FIG. 5 shows the correlation between the measured urine sugar concentration and the actual concentration for illustrating the concept of the present invention. In the figure, curve 3 shows the correlation of measurement with a chemical sensor (enzymatic formula). Curve 1 shows the measurement correlation of the upper limit error by optical measurement, and curve 2 shows the measurement correlation of the lower limit error by optical measurement. That is, the measurement by optical measurement is performed within the error range of curve 1 and curve 2. In addition, since the error range by an enzyme method is small, it is not illustrated. Here, the curve 2 is saturated at 800 mg / dl and the correlation becomes worse. In the concentration region 4 (0 mg / dl to less than 600 mg / dl), measurement is performed by enzymatic measurement (curve 3), and in the concentration region 5 (from 600 mg / dl to 2000 mg / dl or less), measurement is performed by optical measurement (curve). 1. Curve 2).

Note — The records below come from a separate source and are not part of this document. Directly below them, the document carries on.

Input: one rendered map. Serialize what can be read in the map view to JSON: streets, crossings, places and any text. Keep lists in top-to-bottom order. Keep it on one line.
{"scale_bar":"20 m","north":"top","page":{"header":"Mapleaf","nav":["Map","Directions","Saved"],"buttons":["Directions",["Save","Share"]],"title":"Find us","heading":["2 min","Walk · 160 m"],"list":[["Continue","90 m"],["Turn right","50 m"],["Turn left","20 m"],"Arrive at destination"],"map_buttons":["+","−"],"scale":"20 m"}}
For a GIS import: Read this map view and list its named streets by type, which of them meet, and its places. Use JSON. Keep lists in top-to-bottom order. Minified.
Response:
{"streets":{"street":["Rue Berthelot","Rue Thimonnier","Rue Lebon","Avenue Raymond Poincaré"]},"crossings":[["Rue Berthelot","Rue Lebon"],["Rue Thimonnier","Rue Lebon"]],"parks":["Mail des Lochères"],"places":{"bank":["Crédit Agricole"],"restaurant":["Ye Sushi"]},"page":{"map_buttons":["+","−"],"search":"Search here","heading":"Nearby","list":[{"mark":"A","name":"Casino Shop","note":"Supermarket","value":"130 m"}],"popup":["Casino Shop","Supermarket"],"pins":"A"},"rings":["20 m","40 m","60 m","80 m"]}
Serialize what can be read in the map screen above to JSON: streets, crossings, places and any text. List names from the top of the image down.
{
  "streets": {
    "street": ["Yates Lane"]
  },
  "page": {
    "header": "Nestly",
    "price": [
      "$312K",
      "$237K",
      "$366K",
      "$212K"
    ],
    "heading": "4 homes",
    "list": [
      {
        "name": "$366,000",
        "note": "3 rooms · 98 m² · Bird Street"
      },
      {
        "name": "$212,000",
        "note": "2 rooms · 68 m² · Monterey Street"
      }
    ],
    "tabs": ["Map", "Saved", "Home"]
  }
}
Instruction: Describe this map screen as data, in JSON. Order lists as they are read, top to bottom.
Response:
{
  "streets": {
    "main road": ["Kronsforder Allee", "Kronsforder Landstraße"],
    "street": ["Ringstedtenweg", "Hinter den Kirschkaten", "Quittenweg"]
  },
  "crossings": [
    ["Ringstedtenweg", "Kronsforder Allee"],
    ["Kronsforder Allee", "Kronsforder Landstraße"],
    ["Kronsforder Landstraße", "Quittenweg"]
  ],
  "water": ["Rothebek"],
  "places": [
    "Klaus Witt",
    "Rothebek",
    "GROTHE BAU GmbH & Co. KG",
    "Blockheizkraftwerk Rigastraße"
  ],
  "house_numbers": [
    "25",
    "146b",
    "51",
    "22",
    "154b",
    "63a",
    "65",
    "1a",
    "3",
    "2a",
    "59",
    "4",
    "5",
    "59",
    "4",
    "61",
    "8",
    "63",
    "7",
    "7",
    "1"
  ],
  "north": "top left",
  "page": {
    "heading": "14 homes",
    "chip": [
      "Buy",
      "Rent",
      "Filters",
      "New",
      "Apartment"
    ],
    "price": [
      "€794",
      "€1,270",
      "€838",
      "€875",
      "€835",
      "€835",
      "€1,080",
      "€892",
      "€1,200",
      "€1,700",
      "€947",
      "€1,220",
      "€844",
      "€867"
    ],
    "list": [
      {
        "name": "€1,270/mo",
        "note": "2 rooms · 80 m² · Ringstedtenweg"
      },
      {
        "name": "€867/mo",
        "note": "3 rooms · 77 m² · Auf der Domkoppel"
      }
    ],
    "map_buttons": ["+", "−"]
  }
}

  That is, in the present invention, taking advantage of the polarimeter capable of measuring even in a high concentration region, the measurement unit is equipped with an enzyme sensor and a polarimeter, and in the high concentration region where the enzyme sensor is difficult to measure, the measurement result with the polarimeter Is valid. As a result, a high-precision (accuracy ± 1 mg / dl) enzyme sensor is used in the low concentration region and a polarimeter (± 10 mg / dl) is used in the high-concentration region. For example, the accuracy is ± 1 mg / dl (error range ± 1%) in the low concentration range of 100 mg / dl, whereas the accuracy is ± 10 mg / dl (error range ± 1%) in the high concentration of 1000 mg / dl. Thus, the error range is comparable.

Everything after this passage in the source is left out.